Wieviel Zeug steht bei dir zu Hause herum? Wieviele Mitgliedschaften hast du, die du nicht nutzt? Wieviele Zeitschriften? Wieviele elektrische und elektronische „Helfer“? Und hat alles seinen Stellplatz?
Im Laufe eines Lebens, ach was sage ich, eines Jahres häuft sich so einiges an. Egal, ob du eine Wohnung oder ein Haus hast – Es wird alles immer voller, wenn du nicht aktiv etwas dagegen unternimmst. Eine voller werdende Wohnung ist das eine, ein abnehmender Kontostand das andere.
Wann hast du dich mit deinem Partner zum letzten Mal über irgend eine anstehende Anschaffung in die Wolle gekriegt? Und wann habt ihr das letzte Mal über irgend einen Gegenstand in der Wohnung diskutiert, der scheinbar nirgendwo richtig Platz hat?

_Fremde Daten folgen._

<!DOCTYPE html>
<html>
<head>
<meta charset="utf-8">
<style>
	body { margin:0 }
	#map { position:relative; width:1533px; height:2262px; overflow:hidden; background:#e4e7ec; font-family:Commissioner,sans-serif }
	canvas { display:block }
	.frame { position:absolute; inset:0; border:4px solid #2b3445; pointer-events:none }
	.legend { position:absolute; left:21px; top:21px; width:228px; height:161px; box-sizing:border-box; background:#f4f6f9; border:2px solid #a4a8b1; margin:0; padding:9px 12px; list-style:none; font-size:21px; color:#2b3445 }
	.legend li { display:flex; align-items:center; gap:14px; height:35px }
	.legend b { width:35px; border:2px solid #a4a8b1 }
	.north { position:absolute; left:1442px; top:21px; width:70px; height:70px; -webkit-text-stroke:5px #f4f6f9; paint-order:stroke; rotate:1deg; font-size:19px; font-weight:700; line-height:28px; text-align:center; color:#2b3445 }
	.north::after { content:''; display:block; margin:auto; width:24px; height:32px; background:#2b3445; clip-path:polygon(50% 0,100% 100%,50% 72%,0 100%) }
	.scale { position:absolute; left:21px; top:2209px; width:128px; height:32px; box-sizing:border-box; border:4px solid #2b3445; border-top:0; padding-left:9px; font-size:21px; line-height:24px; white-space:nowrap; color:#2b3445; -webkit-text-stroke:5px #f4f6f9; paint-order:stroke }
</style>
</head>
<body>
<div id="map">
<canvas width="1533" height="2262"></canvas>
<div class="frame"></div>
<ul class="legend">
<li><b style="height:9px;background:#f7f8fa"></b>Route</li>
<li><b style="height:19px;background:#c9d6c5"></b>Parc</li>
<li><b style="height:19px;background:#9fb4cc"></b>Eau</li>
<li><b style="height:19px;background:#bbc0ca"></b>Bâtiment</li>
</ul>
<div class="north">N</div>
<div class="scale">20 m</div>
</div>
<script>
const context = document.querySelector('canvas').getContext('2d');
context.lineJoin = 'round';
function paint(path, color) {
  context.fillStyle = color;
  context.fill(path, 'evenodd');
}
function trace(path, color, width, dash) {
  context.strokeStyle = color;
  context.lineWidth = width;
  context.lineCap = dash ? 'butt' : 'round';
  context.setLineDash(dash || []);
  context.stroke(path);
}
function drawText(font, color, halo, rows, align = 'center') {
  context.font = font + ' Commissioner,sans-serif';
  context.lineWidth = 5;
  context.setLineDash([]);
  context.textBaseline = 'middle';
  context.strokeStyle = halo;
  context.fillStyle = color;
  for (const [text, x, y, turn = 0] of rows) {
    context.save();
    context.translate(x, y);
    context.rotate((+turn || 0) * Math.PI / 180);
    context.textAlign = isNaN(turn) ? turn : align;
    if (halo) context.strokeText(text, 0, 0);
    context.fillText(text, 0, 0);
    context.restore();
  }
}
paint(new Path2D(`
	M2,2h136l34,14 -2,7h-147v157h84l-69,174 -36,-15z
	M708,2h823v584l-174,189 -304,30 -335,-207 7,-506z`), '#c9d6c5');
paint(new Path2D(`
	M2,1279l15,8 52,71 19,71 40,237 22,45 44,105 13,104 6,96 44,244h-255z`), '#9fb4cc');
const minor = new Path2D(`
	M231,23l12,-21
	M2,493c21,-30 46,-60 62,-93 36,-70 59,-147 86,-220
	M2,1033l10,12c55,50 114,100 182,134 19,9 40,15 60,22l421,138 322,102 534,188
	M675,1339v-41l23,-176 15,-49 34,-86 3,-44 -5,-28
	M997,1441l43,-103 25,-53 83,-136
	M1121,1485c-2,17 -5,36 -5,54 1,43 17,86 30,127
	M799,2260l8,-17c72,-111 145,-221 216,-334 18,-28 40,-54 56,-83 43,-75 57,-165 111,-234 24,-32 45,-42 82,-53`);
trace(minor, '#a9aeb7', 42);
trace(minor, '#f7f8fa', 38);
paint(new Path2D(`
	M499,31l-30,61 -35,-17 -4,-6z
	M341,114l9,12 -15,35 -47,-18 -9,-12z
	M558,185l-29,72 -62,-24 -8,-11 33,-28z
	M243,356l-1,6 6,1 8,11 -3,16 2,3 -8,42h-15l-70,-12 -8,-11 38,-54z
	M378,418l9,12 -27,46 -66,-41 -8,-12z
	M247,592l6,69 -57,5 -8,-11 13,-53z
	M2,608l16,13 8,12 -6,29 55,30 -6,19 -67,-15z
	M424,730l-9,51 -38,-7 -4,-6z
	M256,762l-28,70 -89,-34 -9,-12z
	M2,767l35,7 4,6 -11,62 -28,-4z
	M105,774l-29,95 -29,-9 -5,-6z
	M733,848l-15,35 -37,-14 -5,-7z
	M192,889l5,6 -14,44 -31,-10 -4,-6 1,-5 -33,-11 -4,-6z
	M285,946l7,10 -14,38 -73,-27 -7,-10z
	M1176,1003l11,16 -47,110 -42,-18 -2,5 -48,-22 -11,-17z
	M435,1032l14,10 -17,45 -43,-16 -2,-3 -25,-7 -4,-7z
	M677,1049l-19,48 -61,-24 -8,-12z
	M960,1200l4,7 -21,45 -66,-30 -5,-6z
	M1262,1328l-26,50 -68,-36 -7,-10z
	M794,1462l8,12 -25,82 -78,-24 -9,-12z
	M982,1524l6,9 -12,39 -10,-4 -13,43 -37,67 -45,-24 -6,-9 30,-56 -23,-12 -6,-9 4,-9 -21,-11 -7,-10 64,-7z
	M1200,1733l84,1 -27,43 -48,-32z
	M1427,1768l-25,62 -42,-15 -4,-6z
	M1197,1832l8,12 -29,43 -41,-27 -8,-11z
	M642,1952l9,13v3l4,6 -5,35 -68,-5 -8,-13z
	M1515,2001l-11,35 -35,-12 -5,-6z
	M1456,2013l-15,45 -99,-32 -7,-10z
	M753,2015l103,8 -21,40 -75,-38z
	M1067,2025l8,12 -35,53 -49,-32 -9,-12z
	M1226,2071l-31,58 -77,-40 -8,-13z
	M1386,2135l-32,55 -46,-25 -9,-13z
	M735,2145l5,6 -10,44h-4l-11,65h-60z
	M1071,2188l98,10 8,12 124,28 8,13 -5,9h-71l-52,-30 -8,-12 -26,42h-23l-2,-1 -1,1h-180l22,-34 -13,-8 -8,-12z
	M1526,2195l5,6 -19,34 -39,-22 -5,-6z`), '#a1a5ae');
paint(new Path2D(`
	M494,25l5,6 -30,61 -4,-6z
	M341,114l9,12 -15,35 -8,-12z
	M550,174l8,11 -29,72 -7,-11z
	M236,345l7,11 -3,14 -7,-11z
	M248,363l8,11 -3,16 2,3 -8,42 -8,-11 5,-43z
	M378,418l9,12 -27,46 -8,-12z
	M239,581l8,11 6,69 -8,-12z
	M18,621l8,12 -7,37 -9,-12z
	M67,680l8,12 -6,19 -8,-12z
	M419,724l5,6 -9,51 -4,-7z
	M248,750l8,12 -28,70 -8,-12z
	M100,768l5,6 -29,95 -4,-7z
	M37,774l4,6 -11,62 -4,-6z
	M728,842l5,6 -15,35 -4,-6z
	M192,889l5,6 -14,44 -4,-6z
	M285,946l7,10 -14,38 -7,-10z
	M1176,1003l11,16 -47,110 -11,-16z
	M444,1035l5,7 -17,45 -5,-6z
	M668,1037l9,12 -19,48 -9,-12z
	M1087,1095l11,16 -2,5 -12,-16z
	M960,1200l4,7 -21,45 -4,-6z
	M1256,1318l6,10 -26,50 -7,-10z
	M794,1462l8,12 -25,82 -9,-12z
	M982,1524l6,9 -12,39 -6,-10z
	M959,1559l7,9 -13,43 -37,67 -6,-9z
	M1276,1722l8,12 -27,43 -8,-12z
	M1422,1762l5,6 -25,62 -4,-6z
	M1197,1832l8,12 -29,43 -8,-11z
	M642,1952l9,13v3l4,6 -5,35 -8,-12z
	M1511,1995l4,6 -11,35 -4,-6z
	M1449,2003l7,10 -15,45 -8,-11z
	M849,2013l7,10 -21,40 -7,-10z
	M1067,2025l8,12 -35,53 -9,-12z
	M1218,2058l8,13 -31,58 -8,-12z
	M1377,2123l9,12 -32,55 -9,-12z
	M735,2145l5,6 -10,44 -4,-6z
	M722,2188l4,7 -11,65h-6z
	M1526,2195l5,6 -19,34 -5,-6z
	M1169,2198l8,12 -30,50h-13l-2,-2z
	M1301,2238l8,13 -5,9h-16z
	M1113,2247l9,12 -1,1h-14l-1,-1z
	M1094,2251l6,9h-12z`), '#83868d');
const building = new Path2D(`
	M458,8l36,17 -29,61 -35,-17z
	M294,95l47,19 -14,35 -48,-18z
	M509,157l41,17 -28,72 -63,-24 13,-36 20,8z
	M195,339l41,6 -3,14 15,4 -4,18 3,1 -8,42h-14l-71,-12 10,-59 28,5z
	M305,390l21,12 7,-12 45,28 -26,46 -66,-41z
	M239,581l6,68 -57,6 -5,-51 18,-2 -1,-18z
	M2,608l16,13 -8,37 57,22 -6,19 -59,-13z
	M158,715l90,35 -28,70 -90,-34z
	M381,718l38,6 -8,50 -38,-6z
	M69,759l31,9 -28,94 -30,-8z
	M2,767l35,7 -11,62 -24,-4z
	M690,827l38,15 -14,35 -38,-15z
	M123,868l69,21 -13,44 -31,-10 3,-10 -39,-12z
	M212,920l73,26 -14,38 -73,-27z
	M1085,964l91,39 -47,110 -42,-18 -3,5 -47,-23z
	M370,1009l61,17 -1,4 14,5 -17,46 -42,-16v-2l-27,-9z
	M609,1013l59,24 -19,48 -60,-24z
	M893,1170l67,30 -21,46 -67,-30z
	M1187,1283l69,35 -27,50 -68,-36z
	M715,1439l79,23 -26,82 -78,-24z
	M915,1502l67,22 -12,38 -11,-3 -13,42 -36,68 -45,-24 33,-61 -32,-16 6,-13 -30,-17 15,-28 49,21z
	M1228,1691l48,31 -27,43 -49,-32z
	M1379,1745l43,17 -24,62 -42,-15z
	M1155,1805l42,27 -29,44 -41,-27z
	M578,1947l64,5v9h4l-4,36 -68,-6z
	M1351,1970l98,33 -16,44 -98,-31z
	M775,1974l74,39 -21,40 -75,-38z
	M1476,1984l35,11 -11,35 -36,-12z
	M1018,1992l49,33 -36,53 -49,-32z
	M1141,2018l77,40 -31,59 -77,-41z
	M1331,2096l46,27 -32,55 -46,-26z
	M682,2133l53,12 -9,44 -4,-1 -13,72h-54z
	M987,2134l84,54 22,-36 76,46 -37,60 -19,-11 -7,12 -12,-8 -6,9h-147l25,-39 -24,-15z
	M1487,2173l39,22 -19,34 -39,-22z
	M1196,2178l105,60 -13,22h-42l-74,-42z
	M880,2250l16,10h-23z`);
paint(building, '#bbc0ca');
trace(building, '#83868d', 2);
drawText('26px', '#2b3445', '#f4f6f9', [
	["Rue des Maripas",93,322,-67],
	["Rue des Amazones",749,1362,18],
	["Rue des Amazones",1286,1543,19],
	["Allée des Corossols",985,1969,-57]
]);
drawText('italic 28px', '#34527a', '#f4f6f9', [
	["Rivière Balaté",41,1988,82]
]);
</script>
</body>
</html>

Wir kaufen Dinge, weil wir es können. Versteh mich bitte richtig – natürlich ist das ein Luxusproblem und es gibt all zu viele Menschen, die sich eben nicht einfach etwas kaufen können. Und dazwischen allerlei Schattierungen von Menschen, die permanent über Geldmangel klagen, sich aber ständig neues Zeug kaufen.
Bei uns zu Hause gibt es einen ganz einfache und doch sehr erhellende Frage, wenn meine Frau oder ich etwas kaufen möchten, was über den täglichen Bedarf hinaus geht:
„Können Sie einen Stellplatz dafür nachweisen?“
„Können Sie einen Stellplatz dafür nachweisen?“
Dies twittern
Die Frage stammt aus dem Haus- bzw. Wohnungsbau. In den meisten Städten und Gemeinden muss für einen Neubau auch ein PKW-Stellplatz geplant werden, und diese Planung ist nachzuweisen. Das ist auch gut so, denn sonst steht die ganze Siedlung wild zugeparkt da. Weil zu wenig Stellplätze vorhanden sind, oder andersherum betrachtet zu viele Autos. Das erste Mal im Blog darüber lesen konntest du vor einigen Wochen.
Das Konzept jedoch ist bestechend einfach und unglaublich wirksam: Wer etwas kaufen will, muss auch sagen können, wo die Anschaffung ihren Platz finden soll. Denn selbst wenn ich mir etwas leisten kann – liegt es danach immer im Weg herum, wird langfristig nicht wirklich Freude daran aufkommen. Muss ich etwas permanent auf die Seite räumen, dann wird auch ein nützlicher Gegenstand zur Last.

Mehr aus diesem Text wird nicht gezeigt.